Harris Scarfe, Chicago Boot

Dwyer and others v Chicago Boot Co Pty Ltd.,1 March 2011, Sulan J [2011]SASC 27

It seems appropriate to kick off our new Blog close to home, with a judgment from Adelaide.

In  the long-running Harris Scarfe liquidation, the liquidators challenged payment to a supplier. The supplier argued that (a) the company could not be shown to have been insolvent at the relevant time, (b) the supplier  had a defence that it did not know or had no reason to suspect insolvency and (c) it had a retention of title clause and therefore this was not a payment to an unsecured creditor of HS which would have the effect of giving the supplier a better position than it would have got on liquidation.

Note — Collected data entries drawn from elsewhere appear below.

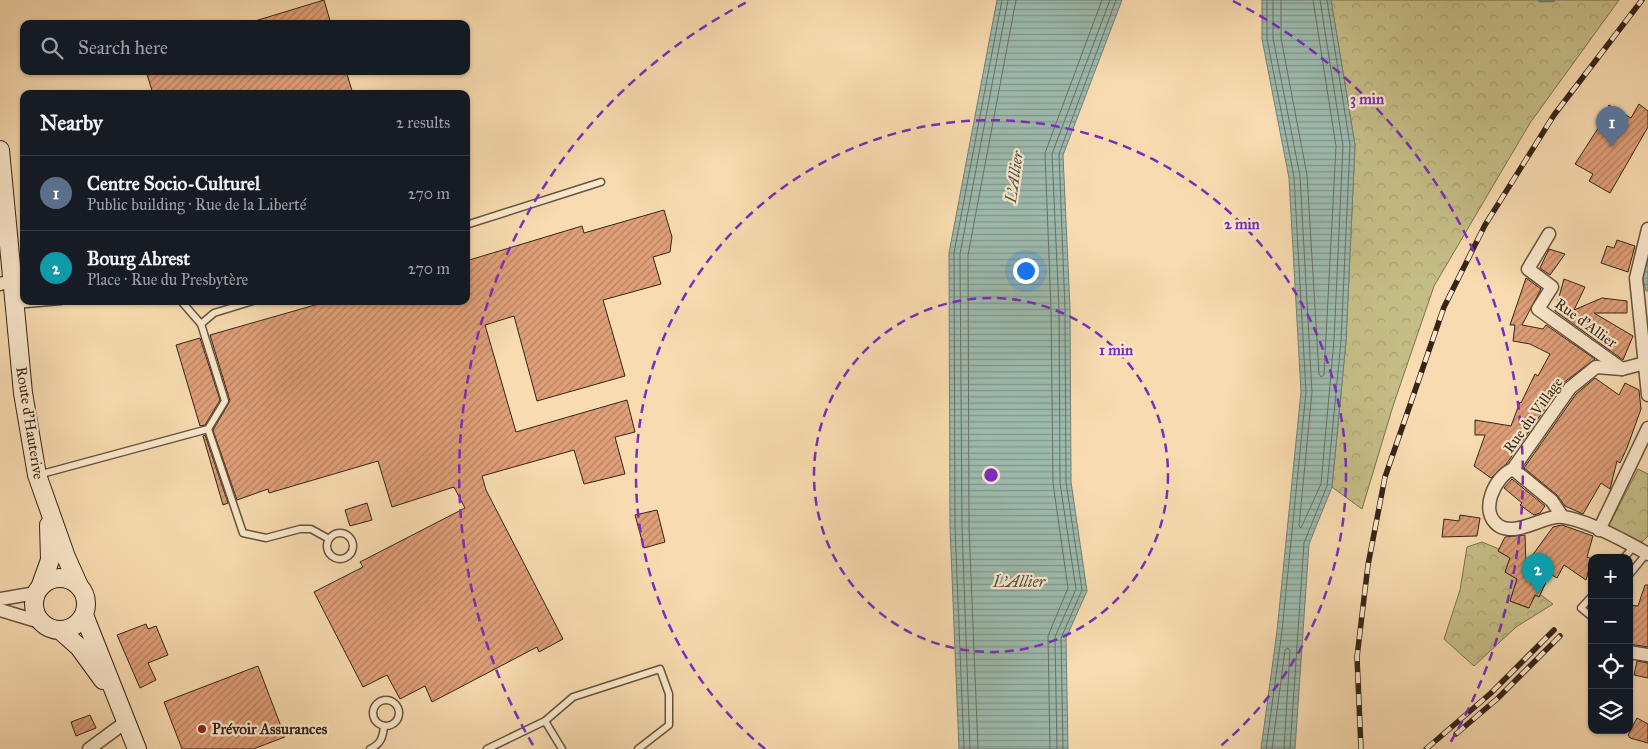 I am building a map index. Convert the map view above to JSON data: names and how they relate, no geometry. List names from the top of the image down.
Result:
{
  "streets": {
    "main road": ["Route d'Hauterive"],
    "street": ["Rue d'Allier", "Rue du Village"]
  },
  "crossings": [
    ["Rue d'Allier", "Rue du Village"]
  ],
  "water": ["L'Allier"],
  "places": ["Prévoir Assurances"],
  "page": {
    "search": "Search here",
    "heading": ["Nearby", "2 results"],
    "pins": ["1", "2"],
    "list": [
      {
        "mark": "1",
        "name": "Centre Socio-Culturel",
        "note": "Public building · Rue de la Liberté",
        "value": "270 m"
      },
      {
        "mark": "2",
        "name": "Bourg Abrest",
        "note": "Place · Rue du Presbytère",
        "value": "270 m"
      }
    ],
    "map_buttons": ["+", "−"]
  },
  "rings": ["3 min", "2 min", "1 min"]
}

Leaving aside the liquidator’s proof of insolvency (see below) , when the [Chicago] boot was on the other foot and the supplier had to prove lack of knowledge of insolvency, their case was not helped by the fact that Chicago Boot eventually served a statutory demand. The judge rejected their argument that this was a case of ‘won’t pay, not can’t pay’. Whilst of course the statutory demand process is not necessarily inconsistent with lack of knowledge or suspicion, Sulan J commented :

“For a publicly listed company to find itself in a position in which a statutory demand is issued does not support the contention that it was in a position to pay its debts as they fell due and chose not to do so”.

In relation to retention of title, it would have made an interesting argument that the payments were not giving any advantage to the creditor, had they been able to make out the ROT clause. Unfortunately, cross-examination revealed that (i) the original terms of trade relied upon as incorporated into the contractual relations had been lost and (ii) practice between the supplier and Harris Scarfe, for example the period of credit, and the fact that no proceeds of sale had been kept by Harris Scarfe in a separate account as fiduciary, was totally inconsistent with the alleged (and lost) terms of trade.

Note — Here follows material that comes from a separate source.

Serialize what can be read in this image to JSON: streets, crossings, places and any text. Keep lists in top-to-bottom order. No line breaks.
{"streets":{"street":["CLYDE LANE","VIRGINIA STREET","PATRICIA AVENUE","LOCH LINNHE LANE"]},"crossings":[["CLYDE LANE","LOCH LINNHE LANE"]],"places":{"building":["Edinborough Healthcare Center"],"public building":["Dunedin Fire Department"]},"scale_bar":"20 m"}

One noteworthy side-issue was the fact that the liquidator relied on his own ‘expert report’ to assert his position that the company had been insolvent. At first blush, it seems odd that the plaintiff can claim ‘expert’ status for his  opinion, especially as to a central element which he has to prove. But the Court did not seem that troubled  by the idea .  (The judge said that it was not disputed that the liquidator could not be ‘independent’, though later stated that he was accepting the expert evidence on the basis of the liquidator’s ‘independence as official liquidator’. ) Sulan J said that it went to weight of evidence, rather than admissibility. Precedent supports this approach. Furthermore, since the liquidator was an ‘officer of the court’ , this seemed to give some comfort .

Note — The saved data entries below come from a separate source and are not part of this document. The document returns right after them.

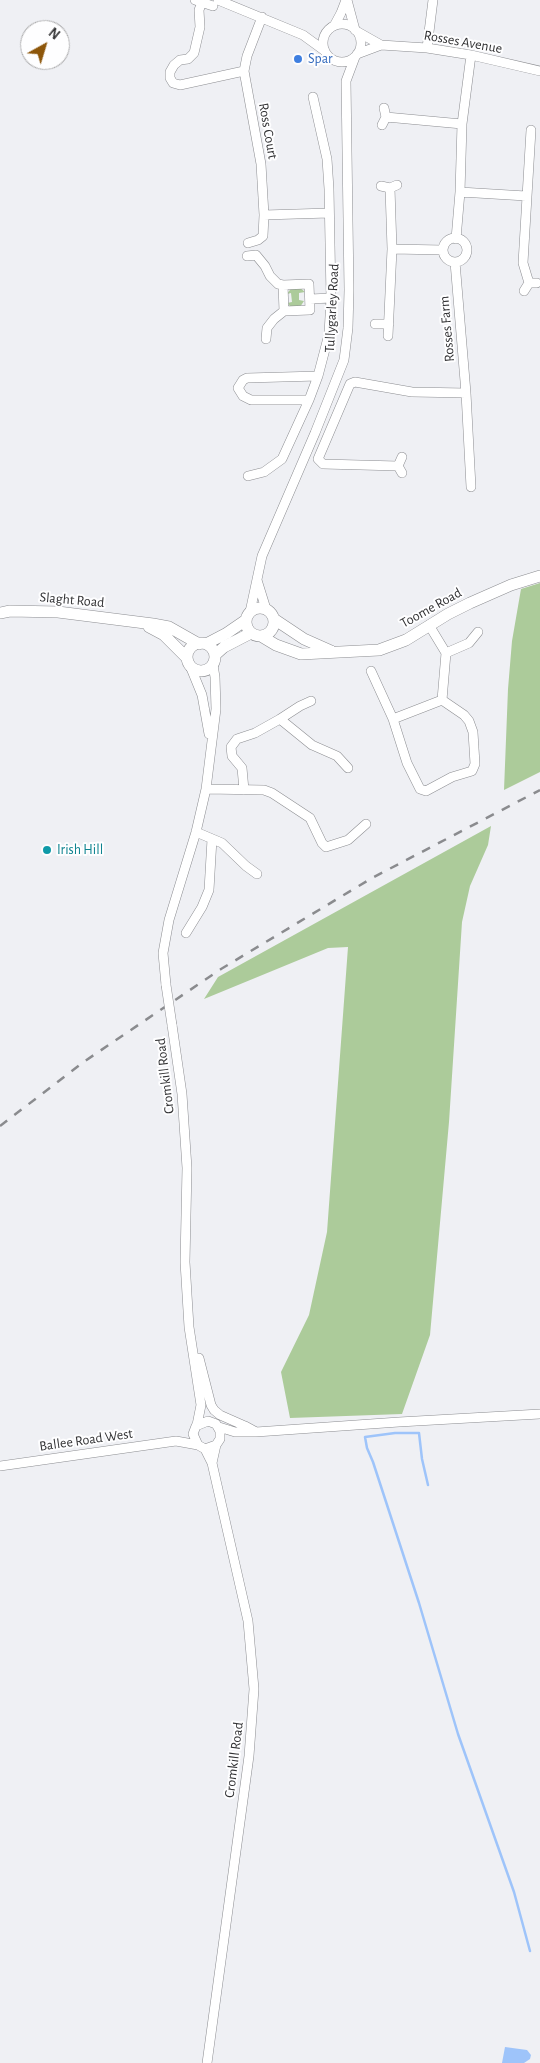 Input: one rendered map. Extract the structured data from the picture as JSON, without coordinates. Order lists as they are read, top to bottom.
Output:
{
  "streets": {
    "main road": ["Slaght Road", "Toome Road"],
    "street": [
      "Rosses Avenue",
      "Ross Court",
      "Tullygarley Road",
      "Rosses Farm",
      "Cromkill Road",
      "Ballee Road West"
    ]
  },
  "crossings": [
    ["Rosses Avenue", "Tullygarley Road"],
    ["Tullygarley Road", "Toome Road"],
    ["Slaght Road", "Cromkill Road"],
    ["Cromkill Road", "Ballee Road West"]
  ],
  "places": ["Spar", "Irish Hill"],
  "north": "top right"
}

It is hard to see what labelling the liquidator’s report as ‘expert’ added, given that the liquidator has to prove insolvency . It may have added some persuasive weight to the liquidator’s case , where the defendants disputed the liquidator’s analysis of the accounts.
It is understandable that it would be expensive, and re-inventing the wheel, to get an outside expert  to testify as to insolvency. Nevertheless, it is noted that the Accounting Standards Board  APES 300 guidelines on Insolvency Engagements suggest that experts should disclose any relationship they have with the parties to the litigation!  The IPA Code of Professional Practice (second edition), at p123, seems consistent with the approach in Harris Scarfe, though it does point out that whilst appointees need to remain objective, they should also disclose that they are likely to benefit in terms of remuneration (maybe directly in terms of time spent preparing any report, but also possibly through recoveries of any preference). If an appointee is an expert, court rules on expert witnesses should apply. One suspects that the courts have taken a relaxed approach given the professional role of liquidators, but the APES standard certainly does treat this as a conflict, and the IPA obviously feels it is worthy of guidance to its members.